## Assignment
Please give back only the lines below from the one containing "Enumerate all labels, markers" to the one containing "List all labels, symbols", each repeated word for word, both ends included.

[Start of section]

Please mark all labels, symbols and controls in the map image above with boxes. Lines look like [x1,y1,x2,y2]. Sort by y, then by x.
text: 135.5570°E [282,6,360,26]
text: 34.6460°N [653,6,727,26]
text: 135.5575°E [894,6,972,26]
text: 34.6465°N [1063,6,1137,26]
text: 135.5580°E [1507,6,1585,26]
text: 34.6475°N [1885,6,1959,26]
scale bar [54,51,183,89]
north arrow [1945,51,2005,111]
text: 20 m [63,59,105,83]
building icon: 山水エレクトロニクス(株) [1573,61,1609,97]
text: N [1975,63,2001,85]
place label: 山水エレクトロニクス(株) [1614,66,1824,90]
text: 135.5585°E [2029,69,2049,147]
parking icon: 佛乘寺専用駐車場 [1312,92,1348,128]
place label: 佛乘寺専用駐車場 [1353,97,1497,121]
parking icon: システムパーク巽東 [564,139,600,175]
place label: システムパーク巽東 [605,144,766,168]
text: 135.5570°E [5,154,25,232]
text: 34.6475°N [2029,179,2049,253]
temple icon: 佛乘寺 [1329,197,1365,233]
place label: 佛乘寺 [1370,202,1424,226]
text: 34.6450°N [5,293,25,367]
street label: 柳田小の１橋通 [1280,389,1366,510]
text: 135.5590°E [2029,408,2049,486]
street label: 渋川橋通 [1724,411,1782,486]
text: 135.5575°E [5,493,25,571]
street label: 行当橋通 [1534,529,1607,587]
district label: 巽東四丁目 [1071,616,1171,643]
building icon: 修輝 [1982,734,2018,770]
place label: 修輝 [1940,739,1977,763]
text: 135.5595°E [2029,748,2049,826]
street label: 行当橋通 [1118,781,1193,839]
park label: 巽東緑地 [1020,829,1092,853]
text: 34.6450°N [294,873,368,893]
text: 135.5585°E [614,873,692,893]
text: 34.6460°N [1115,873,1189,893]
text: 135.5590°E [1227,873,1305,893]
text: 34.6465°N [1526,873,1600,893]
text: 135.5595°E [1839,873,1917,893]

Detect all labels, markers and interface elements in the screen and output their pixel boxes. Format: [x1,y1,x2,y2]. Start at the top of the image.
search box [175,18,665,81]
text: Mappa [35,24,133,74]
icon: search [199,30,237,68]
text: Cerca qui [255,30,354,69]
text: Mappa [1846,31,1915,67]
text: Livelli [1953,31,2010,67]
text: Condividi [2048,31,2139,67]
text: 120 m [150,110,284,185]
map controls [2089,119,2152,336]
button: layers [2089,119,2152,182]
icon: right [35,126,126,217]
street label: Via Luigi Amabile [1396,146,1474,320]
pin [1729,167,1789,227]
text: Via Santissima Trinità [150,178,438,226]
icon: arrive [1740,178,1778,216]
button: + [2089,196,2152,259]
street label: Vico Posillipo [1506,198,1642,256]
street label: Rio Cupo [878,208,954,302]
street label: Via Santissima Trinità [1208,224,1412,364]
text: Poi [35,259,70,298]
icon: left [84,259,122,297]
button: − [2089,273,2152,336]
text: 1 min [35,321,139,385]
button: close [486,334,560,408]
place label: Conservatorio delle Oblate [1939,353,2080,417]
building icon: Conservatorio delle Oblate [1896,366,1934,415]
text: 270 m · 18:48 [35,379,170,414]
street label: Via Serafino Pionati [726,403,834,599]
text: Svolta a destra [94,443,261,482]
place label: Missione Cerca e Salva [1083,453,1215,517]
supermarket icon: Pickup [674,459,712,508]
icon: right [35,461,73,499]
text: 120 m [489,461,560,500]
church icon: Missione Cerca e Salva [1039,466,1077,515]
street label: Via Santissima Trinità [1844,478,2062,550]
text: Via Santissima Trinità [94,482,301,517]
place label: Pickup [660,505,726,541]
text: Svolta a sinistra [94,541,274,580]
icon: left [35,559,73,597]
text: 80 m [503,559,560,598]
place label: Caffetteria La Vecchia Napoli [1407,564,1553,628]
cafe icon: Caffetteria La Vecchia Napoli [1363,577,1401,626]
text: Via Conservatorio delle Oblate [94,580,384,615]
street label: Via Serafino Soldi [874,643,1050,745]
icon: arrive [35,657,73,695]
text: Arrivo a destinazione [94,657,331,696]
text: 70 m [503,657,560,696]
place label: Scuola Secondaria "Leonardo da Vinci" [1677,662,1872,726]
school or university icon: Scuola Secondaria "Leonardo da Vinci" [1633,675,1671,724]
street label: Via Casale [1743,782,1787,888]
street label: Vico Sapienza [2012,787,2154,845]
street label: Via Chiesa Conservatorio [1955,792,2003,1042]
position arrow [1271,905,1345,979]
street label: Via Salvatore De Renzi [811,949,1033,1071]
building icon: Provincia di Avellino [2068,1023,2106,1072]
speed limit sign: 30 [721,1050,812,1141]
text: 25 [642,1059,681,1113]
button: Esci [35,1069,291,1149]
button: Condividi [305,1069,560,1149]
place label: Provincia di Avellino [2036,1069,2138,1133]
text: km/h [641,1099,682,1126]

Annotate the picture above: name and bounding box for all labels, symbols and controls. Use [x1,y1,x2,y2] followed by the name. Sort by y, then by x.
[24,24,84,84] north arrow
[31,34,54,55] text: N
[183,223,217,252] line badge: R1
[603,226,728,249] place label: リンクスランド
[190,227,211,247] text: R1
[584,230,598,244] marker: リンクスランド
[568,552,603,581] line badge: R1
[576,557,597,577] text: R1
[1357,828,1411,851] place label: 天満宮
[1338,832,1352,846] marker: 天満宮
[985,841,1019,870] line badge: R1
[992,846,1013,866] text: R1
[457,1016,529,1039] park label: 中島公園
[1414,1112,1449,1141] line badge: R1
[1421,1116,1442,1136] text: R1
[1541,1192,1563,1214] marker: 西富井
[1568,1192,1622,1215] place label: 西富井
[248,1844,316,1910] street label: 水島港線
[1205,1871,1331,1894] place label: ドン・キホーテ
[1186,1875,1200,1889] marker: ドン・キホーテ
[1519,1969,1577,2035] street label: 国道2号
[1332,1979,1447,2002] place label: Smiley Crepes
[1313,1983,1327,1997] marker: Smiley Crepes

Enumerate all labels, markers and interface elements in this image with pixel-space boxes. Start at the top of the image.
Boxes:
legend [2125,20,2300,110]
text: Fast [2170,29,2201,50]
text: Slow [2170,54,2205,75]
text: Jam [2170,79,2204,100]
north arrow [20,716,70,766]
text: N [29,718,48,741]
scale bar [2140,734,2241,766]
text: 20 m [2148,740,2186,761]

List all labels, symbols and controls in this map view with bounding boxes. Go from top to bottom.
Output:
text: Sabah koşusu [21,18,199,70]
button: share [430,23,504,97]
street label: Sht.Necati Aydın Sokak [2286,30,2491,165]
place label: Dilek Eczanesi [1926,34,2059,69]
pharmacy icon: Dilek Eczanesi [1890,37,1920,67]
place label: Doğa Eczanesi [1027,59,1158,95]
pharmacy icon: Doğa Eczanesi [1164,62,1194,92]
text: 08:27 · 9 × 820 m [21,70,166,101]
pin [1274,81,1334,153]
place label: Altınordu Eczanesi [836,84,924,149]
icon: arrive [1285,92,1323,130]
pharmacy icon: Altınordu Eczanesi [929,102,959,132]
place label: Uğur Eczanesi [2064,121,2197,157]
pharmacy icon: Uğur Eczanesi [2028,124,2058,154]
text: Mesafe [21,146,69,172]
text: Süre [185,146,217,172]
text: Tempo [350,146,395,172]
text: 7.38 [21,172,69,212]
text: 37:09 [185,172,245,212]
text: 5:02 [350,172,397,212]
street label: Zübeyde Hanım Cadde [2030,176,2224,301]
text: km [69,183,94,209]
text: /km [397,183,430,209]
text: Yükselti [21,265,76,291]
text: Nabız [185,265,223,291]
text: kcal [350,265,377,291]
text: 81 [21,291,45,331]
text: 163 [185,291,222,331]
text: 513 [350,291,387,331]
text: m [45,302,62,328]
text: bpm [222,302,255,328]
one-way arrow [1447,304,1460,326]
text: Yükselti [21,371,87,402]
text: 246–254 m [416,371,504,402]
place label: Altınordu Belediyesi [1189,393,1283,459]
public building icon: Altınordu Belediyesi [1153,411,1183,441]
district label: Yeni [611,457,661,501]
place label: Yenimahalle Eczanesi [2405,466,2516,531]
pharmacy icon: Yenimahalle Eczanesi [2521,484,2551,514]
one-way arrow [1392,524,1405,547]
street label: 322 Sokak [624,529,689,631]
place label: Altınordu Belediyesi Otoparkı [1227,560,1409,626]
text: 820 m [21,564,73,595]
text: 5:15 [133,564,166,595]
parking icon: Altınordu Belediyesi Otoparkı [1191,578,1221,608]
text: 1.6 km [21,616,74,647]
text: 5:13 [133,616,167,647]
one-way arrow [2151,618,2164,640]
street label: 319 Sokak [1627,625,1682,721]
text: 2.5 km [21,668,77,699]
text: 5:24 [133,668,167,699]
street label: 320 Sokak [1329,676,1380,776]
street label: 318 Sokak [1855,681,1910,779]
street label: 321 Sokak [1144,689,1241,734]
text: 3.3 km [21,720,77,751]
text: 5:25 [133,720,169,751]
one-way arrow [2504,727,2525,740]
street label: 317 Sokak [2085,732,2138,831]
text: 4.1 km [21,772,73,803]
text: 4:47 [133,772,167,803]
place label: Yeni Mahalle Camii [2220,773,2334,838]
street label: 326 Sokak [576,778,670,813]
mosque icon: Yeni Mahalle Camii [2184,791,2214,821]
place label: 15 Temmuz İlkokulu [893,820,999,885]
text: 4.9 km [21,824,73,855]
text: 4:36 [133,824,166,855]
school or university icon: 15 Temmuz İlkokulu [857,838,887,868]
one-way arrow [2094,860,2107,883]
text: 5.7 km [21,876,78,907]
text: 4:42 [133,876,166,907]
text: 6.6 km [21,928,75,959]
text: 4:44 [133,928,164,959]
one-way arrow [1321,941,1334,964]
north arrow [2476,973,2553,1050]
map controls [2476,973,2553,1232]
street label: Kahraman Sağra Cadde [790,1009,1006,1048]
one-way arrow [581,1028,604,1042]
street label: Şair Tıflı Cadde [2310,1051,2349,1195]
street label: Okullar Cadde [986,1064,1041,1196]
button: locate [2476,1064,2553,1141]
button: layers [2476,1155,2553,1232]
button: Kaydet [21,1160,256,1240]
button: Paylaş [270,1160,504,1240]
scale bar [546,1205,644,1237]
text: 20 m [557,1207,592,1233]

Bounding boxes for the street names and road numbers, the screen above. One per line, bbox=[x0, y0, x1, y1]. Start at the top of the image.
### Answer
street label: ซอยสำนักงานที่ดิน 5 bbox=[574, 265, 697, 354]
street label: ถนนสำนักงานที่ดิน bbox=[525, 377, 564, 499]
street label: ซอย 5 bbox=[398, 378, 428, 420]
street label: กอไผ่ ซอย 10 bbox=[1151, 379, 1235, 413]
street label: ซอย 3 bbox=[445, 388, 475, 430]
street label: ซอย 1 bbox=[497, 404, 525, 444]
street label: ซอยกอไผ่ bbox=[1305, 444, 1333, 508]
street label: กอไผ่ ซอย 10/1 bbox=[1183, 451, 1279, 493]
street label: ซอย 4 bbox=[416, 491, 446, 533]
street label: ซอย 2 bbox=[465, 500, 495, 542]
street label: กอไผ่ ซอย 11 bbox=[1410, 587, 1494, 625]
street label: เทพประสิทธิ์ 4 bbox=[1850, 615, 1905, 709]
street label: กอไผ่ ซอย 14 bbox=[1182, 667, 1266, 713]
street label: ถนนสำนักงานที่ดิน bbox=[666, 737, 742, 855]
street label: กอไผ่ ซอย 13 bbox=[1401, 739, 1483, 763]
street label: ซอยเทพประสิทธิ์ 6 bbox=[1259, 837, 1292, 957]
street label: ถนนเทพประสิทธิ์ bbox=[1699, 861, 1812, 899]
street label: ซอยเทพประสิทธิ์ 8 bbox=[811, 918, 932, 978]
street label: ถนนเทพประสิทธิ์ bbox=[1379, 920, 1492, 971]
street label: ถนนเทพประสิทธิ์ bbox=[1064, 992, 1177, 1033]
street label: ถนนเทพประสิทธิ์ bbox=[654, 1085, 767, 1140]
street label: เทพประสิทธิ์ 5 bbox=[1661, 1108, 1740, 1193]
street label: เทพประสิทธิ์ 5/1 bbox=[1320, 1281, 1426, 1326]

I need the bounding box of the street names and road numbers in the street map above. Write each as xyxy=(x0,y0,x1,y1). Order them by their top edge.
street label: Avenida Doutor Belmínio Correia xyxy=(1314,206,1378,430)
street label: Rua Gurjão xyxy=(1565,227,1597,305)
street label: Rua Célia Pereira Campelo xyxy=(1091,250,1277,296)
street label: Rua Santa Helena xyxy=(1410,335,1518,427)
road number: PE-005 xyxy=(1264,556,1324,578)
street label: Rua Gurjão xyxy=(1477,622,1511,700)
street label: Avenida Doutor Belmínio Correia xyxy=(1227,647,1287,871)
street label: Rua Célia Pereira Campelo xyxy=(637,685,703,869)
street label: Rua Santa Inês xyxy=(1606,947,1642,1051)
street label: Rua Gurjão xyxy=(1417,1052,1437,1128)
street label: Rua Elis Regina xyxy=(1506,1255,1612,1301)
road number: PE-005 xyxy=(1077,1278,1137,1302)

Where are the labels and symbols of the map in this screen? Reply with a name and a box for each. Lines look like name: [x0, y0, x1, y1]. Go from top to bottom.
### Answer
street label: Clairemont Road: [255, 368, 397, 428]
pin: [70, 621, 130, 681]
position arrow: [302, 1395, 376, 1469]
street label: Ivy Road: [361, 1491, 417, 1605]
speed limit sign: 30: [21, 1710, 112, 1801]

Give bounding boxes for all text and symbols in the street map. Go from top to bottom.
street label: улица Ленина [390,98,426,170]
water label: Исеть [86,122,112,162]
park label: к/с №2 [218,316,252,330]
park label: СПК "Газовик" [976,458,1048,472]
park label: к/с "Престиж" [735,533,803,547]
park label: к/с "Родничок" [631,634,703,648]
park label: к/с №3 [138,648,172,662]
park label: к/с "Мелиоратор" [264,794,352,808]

[End of section]

## Task result
Enumerate all labels, markers and interface elements in this image with pixel-space boxes. Start at the top of the image.
Boxes:
legend [2125,20,2300,110]
text: Fast [2170,29,2201,50]
text: Slow [2170,54,2205,75]
text: Jam [2170,79,2204,100]
north arrow [20,716,70,766]
text: N [29,718,48,741]
scale bar [2140,734,2241,766]
text: 20 m [2148,740,2186,761]

List all labels, symbols and controls in this map view with bounding boxes. Go from top to bottom.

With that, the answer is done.